Le tribunal judiciaire d'Alençon se penche ce vendredi sur la validité de la candidature d'Alain Gallerand, figure de la majorité sortante. Dans un contexte électoral déjà tendu, Sophie Douvry, candidate divers-droite, remet en question la légitimité de cette candidature en soulevant des doutes concernant la domiciliation de Gallerand. Selon elle, celui-ci n'aurait pas résidé assez longtemps dans la préfecture de l'Orne pour être éligible.
En effet, Gallerand, ancien directeur de cabinet de la ville, a jusqu'à présent résidé dans une commune voisine. Douvry argue que les seules preuves fournies sont une quittance de loyer manuscrite datant de décembre, sans autre corroboration, comme des factures d'énergie.
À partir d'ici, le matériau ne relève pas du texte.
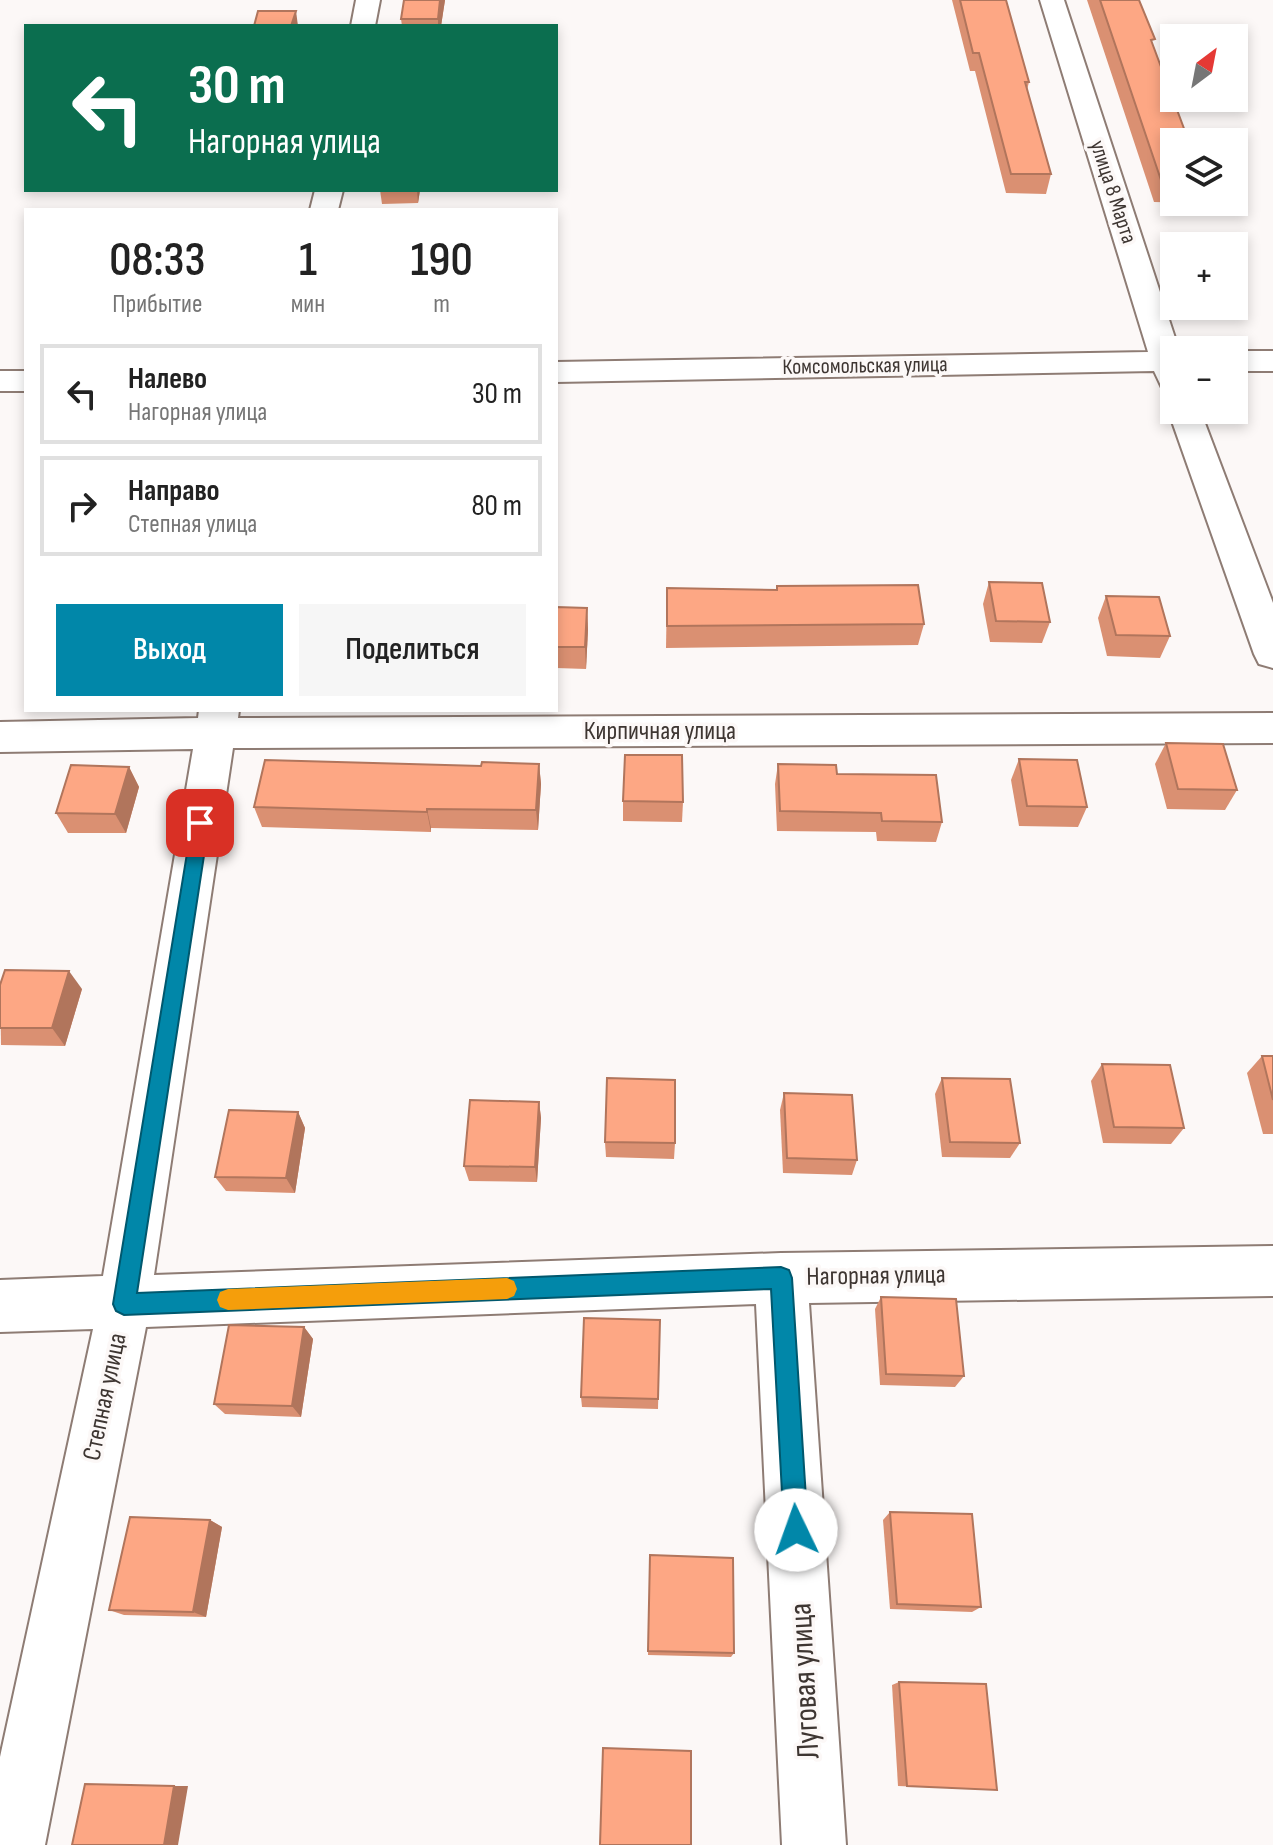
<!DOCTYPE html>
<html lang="ru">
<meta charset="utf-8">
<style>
:root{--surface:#fff;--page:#f6f6f6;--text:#222;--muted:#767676;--line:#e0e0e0;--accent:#0187a9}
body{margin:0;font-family:"Sofia Sans Condensed",sans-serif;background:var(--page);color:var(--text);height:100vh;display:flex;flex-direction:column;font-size:30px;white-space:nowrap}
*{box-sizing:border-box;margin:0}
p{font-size:26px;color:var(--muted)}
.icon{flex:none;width:44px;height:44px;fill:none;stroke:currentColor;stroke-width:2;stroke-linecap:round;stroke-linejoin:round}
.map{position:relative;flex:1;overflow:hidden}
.side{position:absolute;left:24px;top:208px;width:534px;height:504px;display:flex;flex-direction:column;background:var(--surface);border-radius:0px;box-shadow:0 4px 12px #0003}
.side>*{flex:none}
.top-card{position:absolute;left:24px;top:24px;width:534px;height:168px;border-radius:0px;box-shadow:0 4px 12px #0003;background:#0b6e4f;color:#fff;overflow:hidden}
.needle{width:52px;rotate:32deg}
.tools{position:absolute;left:1160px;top:24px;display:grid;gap:16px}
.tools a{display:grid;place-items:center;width:88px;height:88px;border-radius:0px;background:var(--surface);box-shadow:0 4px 12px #0003;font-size:40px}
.pin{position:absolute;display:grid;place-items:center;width:68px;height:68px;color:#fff;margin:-34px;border-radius:16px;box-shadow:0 4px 12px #0006}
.me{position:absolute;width:88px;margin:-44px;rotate:357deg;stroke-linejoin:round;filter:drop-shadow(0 0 6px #0008)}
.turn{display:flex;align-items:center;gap:28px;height:168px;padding:0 32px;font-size:36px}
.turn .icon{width:104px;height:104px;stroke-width:2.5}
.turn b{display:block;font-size:56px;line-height:68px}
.eta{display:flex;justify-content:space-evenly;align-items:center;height:136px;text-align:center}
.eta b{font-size:48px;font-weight:600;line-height:56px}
.action{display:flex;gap:16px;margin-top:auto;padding:16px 32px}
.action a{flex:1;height:92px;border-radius:0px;background:var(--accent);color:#fff;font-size:32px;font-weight:600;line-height:92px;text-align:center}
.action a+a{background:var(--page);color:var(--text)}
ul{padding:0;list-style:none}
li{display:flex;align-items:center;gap:24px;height:100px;margin:0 16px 12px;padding:0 16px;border:4px solid var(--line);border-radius:0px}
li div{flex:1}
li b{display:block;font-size:30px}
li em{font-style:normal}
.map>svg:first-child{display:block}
</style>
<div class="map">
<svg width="1273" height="1845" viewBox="0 0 1273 1845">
<rect width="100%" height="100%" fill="#fcf8f7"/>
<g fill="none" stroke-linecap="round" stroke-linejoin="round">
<!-- minor casing -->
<g stroke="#8e7c74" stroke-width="4">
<g id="minor">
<polygon points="356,0 380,0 375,26 351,26"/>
<polygon points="1040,0 1064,0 1179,350 1174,350 1174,393 1163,390 1154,371 556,382 556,362 1148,352"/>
<polygon points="315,190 343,190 338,210 310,210"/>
<rect x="1234" y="351" width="39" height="20"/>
<rect x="0" y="371" width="26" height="20"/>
<polygon points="1174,402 1174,410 1200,410 1273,603 1273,668 1259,664 1254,654 1168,410"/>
<polygon points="199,710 239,710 238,718 1273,713 1273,743 233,748 154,1275 781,1253 1273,1246 1273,1296 809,1303 846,1845 782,1845 756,1304 146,1327 45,1845 0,1845 0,1757 93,1329 0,1332 0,1280 103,1276 193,749 0,752 0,722 198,718"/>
</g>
</g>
<!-- minor -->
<use href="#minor" fill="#fff" fill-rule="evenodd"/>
</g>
<!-- wall -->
<g fill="#da9072">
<polygon points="404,0 452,0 445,0 441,26 402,26 401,19"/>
<polygon points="952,0 1006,0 1029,82 1027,90 1051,174 1046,194 1006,193 975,71 970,71"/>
<polygon points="1087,0 1139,0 1153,45 1174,142 1174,202 1196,203 1154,202"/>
<polygon points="380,190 420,190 418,203 382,204"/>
<polygon points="989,582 1050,622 1042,643 990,642 983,604"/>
<polygon points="667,588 777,590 924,624 918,645 666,648"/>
<polygon points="1106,596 1170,636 1160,658 1107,656 1098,618"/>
<polygon points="556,607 587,608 588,630 586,669 556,668"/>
<polygon points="1166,743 1237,790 1225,810 1167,809 1155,764"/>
<polygon points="1019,759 1087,807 1078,827 1019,826 1011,780"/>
<polygon points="539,764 541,784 538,830 431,828 431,832 262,827 254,807 481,766"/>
<polygon points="778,764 837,774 942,822 936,842 877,841 876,832 777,831 775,784"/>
<polygon points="129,767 139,787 126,833 68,833 56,813"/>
<polygon points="623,801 683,802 682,822 623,821"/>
<polygon points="0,985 82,989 65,1046 1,1045"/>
<polygon points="1262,1056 1273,1056 1273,1134 1263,1134 1247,1073"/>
<polygon points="1102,1064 1184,1128 1171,1144 1103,1143 1091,1081"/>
<polygon points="942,1078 1020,1143 1010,1158 942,1157 935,1094"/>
<polygon points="784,1093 857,1160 852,1175 783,1173 780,1110"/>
<polygon points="539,1102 541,1118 537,1182 469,1181 464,1166"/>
<polygon points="298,1112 305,1128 295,1193 226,1191 215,1177"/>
<polygon points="605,1142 675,1143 674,1159 606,1157"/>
<polygon points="881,1297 964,1376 955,1387 880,1385 875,1309"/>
<polygon points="660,1320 658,1409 582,1407 581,1397"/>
<polygon points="304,1327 313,1339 301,1417 225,1414 214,1404"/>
<polygon points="890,1512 981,1607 972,1612 890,1609 883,1520"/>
<polygon points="210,1520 222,1527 206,1617 124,1615 109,1610"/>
<polygon points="650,1555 734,1653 731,1657 648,1655"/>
<polygon points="899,1682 997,1790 898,1786 892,1685"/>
</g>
<!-- shaded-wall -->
<g fill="#b1755c">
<polygon points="440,0 445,0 441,26 438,26 438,19"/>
<polygon points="296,11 298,26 291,26"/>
<polygon points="417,190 420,190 418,203"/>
<polygon points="587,608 588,630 586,669 585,647"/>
<polygon points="539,764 541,784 538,830 536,810"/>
<polygon points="129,767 139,787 126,833 115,814"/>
<polygon points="427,809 431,828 431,832 427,812"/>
<polygon points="69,971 82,989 65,1046 52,1028"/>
<polygon points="539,1102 541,1118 537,1182 535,1167"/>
<polygon points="298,1112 305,1128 295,1193 286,1178"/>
<polygon points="304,1327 313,1339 301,1417 292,1406"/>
<polygon points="210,1520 222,1527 206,1617 193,1612"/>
<polygon points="174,1786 188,1786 178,1845 164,1845"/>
</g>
<!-- building -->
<g fill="#fda784" stroke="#b1755c" stroke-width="2">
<polygon points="404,0 440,0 438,19 401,19"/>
<polygon points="960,0 1006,0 1029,82 1025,82 1051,174 1011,174 979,53 973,53"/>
<polygon points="1100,0 1139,0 1155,39 1151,40 1189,142 1174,142 1174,180 1161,180"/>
<polygon points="258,11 296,11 291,26 254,26"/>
<polygon points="989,582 1042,583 1050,622 996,621"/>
<polygon points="918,585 924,624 667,626 667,588 777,590 777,586"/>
<polygon points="1106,596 1159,597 1170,636 1116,635"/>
<polygon points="556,607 587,608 585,647 556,647"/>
<polygon points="1166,743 1223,744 1237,790 1178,789"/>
<polygon points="625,755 682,755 683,802 623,801"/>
<polygon points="1019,759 1077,760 1087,807 1027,806"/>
<polygon points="265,760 481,766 482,762 539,764 536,810 427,809 427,812 254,807"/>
<polygon points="778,764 836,765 837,774 936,775 942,822 882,821 881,813 780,811"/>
<polygon points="71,765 129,767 115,814 56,813"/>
<polygon points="5,970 69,971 52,1028 0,1028 0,985"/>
<polygon points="1262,1056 1273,1056 1273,1100"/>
<polygon points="1102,1064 1170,1065 1184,1128 1114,1127"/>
<polygon points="607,1078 675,1080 675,1143 605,1142"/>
<polygon points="942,1078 1010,1079 1020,1143 950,1142"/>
<polygon points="784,1093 852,1095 857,1160 787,1158"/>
<polygon points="470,1100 539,1102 535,1167 464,1166"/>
<polygon points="229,1110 298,1112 286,1178 215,1177"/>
<polygon points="881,1297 956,1299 964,1376 886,1374"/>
<polygon points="584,1318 660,1320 658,1399 581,1397"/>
<polygon points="229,1325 304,1327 292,1406 214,1404"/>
<polygon points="890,1512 972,1514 981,1607 897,1604"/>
<polygon points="130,1517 210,1520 193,1612 109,1610"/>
<polygon points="650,1555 733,1558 734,1653 648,1651"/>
<polygon points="899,1682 986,1684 997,1790 907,1786"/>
<polygon points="603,1748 691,1751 691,1845 600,1845"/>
<polygon points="85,1784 174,1786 164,1845 72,1845"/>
</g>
<!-- route -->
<polygon fill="#0187a9" stroke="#01586e" stroke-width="2" points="200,816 209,823 137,1293 781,1267 789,1270 792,1278 808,1530 804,1538 796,1542 788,1538 784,1530 771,1289 124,1315 116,1311 113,1304 192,823"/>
<!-- slow -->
<polygon fill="#f59e0b" points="507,1278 514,1281 517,1289 514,1296 507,1299 228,1310 220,1307 217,1300 220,1292 228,1289"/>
<g text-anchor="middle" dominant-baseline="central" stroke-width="7" stroke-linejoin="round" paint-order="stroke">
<!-- far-street labels -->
<g font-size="22" fill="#3e3632" stroke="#fcf8f7">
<text transform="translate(1113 192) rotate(72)">улица 8 Марта</text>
<text transform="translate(865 366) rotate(-1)">Комсомольская улица</text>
</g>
<!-- street labels -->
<g font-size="26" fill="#3e3632" stroke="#fcf8f7">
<text x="660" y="731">Кирпичная улица</text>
<text transform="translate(876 1276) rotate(-1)">Нагорная улица</text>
<text transform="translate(105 1397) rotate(-78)">Степная улица</text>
</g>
<!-- near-street labels -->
<g font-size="32" fill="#3e3632" stroke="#fcf8f7">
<text transform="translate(805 1681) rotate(-93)">Луговая улица</text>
</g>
</g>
</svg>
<div class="tools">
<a><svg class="needle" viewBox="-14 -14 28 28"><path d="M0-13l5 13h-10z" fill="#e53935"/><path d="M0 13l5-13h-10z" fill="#767676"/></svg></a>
<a><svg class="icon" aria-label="layers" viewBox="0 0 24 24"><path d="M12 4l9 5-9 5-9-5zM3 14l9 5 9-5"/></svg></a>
<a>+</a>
<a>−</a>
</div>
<div class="pin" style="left:200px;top:823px;background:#d93025"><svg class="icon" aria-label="arrive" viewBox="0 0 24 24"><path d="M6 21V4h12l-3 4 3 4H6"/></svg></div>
<svg class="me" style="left:796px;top:1530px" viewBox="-20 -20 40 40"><circle r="19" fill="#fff"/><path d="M0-13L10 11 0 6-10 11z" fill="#0187a9"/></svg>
<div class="top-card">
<div class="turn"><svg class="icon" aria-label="left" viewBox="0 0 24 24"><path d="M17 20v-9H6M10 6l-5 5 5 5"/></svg><div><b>30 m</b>Нагорная улица</div></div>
</div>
<section class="side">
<div class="eta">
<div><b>08:33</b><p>Прибытие</p></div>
<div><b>1</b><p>мин</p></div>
<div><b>190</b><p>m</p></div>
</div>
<ul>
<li><svg class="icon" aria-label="left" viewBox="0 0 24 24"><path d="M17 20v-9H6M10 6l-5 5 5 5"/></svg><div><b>Налево</b><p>Нагорная улица</p></div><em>30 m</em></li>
<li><svg class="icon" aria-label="right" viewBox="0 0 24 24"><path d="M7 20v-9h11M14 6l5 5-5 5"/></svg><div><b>Направо</b><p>Степная улица</p></div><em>80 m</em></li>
</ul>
<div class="action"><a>Выход</a><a>Поделиться</a></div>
</section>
</div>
Ce manque de transparence a mené à un recours devant le tribunal, dont le verdict sera dévoilé ce vendredi à 15 heures.
Dans un communiqué, le camp de Gallerand se montre confiant, affirmant que "les arguments juridiques que nous avons présentés démontrent que cette requête est totalement infondée". Les experts politiques s'interrogent sur les répercussions de cette situation : si la candidature de Gallerand est annulée, la liste entière pourrait se retrouver disqualifiée, tandis qu'un rejet du recours pourrait permettre à la campagne de reprendre son cours normal, mais aurait sans doute des effets sur la dynamique politique locale.
Comme le rapporte Le Monde, cette joute juridique ajoute une couche de tension à une campagne déjà très disputée, alors que le premier tour approche rapidement. Les implications vont bien au-delà de cette seule élection : elles mettent en lumière la question de l'authenticité des candidats et l'importance de leur ancrage local. En cette période préélectorale, la confiance des électeurs pourrait être mise à l'épreuve.